Your objective: Lines with "solid" in the entries below: count them and reply with the number alone.

Data provided:
______________________________

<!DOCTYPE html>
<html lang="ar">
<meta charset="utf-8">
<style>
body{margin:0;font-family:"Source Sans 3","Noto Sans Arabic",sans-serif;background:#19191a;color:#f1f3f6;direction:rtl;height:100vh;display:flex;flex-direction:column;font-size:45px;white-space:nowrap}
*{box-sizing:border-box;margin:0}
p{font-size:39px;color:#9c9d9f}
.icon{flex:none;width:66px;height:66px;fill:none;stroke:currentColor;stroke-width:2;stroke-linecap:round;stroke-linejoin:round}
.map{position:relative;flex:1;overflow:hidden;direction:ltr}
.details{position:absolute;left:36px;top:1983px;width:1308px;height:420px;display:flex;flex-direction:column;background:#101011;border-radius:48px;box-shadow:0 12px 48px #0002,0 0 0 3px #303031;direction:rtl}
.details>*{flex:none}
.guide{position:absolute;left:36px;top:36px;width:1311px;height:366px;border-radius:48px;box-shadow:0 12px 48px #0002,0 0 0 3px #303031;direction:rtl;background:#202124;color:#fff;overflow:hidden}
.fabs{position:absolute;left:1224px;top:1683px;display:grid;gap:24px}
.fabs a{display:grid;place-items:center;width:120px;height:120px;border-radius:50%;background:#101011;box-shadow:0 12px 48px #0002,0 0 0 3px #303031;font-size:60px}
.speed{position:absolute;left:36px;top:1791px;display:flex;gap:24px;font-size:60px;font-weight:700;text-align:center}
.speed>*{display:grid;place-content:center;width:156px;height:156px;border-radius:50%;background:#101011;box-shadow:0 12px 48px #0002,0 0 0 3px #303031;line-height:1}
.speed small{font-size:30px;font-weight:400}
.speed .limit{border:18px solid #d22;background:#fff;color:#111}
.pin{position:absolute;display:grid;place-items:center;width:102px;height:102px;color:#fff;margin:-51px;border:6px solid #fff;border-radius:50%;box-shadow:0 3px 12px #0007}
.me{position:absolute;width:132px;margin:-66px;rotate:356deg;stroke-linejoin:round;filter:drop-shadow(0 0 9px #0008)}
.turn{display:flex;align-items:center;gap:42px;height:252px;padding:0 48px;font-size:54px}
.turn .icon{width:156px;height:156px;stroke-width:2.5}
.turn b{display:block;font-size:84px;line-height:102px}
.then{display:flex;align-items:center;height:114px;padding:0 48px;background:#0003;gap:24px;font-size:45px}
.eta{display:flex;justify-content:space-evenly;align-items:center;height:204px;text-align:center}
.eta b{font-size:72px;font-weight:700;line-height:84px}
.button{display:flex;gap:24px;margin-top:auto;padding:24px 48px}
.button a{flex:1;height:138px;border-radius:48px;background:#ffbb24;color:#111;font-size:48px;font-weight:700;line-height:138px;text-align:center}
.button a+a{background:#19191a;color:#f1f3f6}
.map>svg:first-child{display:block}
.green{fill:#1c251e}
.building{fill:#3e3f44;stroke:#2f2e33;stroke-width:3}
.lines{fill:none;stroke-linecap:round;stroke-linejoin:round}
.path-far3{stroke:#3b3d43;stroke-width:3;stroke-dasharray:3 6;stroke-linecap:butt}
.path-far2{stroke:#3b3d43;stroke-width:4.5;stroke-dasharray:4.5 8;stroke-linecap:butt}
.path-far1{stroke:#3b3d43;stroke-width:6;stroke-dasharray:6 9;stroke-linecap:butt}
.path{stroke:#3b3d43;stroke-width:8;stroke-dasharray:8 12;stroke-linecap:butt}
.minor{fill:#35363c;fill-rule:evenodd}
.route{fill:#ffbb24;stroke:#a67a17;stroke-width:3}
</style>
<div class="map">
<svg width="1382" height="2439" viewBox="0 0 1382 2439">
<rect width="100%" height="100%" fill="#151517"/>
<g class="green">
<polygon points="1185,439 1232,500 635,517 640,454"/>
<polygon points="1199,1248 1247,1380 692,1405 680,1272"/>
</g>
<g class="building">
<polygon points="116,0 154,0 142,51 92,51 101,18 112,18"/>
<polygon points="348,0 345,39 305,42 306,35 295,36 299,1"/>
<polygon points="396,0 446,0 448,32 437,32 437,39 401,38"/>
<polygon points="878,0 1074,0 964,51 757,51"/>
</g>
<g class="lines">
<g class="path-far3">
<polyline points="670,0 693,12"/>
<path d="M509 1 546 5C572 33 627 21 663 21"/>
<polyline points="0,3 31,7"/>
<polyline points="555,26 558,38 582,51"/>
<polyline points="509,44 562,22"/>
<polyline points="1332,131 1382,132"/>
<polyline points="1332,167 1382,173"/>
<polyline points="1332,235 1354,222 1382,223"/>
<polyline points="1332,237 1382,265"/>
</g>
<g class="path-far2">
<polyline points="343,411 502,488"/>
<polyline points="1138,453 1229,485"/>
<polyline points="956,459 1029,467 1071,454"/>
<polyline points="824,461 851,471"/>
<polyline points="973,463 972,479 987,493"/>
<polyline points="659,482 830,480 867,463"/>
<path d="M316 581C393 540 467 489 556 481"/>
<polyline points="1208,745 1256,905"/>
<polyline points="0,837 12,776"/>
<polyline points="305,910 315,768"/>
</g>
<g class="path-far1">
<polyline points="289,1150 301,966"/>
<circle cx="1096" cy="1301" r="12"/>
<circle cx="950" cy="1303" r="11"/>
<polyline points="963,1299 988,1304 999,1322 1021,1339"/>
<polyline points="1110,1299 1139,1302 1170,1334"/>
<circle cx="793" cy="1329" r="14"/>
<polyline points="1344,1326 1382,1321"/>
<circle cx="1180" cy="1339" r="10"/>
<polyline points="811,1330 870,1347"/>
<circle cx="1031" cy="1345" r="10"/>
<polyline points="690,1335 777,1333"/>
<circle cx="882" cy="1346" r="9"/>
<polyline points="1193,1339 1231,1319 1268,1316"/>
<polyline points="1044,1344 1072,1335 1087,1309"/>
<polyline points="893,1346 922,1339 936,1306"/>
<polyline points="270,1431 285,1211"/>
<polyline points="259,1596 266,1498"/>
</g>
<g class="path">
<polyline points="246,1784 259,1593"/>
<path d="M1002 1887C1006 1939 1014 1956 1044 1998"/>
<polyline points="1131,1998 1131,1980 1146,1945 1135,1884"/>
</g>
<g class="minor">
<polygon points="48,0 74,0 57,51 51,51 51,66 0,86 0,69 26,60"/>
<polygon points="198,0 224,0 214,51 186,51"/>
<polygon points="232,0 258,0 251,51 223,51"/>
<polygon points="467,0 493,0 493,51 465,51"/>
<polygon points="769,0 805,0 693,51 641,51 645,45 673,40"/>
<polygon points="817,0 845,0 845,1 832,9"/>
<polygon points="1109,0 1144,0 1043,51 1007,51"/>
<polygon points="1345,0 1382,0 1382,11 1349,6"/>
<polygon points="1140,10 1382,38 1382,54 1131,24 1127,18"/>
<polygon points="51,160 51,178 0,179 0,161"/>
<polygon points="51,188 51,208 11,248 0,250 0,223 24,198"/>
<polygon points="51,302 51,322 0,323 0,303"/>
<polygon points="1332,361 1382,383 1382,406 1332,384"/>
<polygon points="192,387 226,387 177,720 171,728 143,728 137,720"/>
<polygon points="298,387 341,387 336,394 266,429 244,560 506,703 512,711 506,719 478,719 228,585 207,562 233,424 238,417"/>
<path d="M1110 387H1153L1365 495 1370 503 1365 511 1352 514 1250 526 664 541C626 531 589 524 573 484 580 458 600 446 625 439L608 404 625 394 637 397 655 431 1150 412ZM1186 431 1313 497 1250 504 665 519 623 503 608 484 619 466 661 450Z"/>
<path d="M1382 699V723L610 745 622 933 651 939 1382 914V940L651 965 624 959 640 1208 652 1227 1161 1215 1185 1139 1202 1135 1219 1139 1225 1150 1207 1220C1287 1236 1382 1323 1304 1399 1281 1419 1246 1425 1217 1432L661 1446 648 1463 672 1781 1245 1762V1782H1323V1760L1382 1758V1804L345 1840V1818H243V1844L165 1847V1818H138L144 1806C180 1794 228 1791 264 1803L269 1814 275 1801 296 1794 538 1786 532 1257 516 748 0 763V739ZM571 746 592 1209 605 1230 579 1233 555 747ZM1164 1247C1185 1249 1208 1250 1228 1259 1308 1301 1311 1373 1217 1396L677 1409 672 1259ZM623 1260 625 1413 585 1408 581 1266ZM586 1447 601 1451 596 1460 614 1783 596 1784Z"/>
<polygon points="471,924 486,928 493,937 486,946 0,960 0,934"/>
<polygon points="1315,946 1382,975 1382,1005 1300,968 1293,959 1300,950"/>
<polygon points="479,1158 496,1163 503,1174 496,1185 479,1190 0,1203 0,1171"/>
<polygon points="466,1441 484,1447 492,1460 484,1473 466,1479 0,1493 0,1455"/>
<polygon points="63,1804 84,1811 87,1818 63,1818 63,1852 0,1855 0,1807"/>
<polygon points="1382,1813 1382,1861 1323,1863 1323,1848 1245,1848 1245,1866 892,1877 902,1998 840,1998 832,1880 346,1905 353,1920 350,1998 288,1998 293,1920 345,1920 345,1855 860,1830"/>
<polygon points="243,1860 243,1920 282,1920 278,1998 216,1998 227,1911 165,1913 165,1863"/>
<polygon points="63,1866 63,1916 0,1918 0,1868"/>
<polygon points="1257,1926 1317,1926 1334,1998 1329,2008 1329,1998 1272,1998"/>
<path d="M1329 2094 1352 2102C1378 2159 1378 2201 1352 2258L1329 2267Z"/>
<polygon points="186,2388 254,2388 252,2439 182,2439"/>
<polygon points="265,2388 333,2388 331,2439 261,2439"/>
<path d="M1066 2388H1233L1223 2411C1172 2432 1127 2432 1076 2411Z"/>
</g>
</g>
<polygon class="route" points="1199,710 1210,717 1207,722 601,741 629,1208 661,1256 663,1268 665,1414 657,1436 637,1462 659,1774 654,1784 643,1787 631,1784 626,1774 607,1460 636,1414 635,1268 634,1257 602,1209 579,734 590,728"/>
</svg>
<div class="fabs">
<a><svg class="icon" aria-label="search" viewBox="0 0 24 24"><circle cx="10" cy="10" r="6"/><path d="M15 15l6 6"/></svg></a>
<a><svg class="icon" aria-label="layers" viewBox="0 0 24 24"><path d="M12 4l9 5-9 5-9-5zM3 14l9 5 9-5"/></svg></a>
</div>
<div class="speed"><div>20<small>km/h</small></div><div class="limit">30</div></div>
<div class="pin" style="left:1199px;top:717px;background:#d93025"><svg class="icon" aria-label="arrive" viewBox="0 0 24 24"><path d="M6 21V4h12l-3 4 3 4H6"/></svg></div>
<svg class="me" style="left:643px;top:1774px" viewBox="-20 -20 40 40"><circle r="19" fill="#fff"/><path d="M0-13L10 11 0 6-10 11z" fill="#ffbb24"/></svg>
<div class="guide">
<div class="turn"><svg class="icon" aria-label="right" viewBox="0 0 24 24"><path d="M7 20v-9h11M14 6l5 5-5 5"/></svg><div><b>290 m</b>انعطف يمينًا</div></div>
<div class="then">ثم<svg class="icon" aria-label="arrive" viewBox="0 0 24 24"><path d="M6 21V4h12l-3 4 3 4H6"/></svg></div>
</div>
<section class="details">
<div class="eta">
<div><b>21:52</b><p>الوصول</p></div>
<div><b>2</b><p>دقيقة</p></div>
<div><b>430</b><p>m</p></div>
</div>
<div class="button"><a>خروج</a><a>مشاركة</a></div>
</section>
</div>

______________________________

Answer to the problem: 2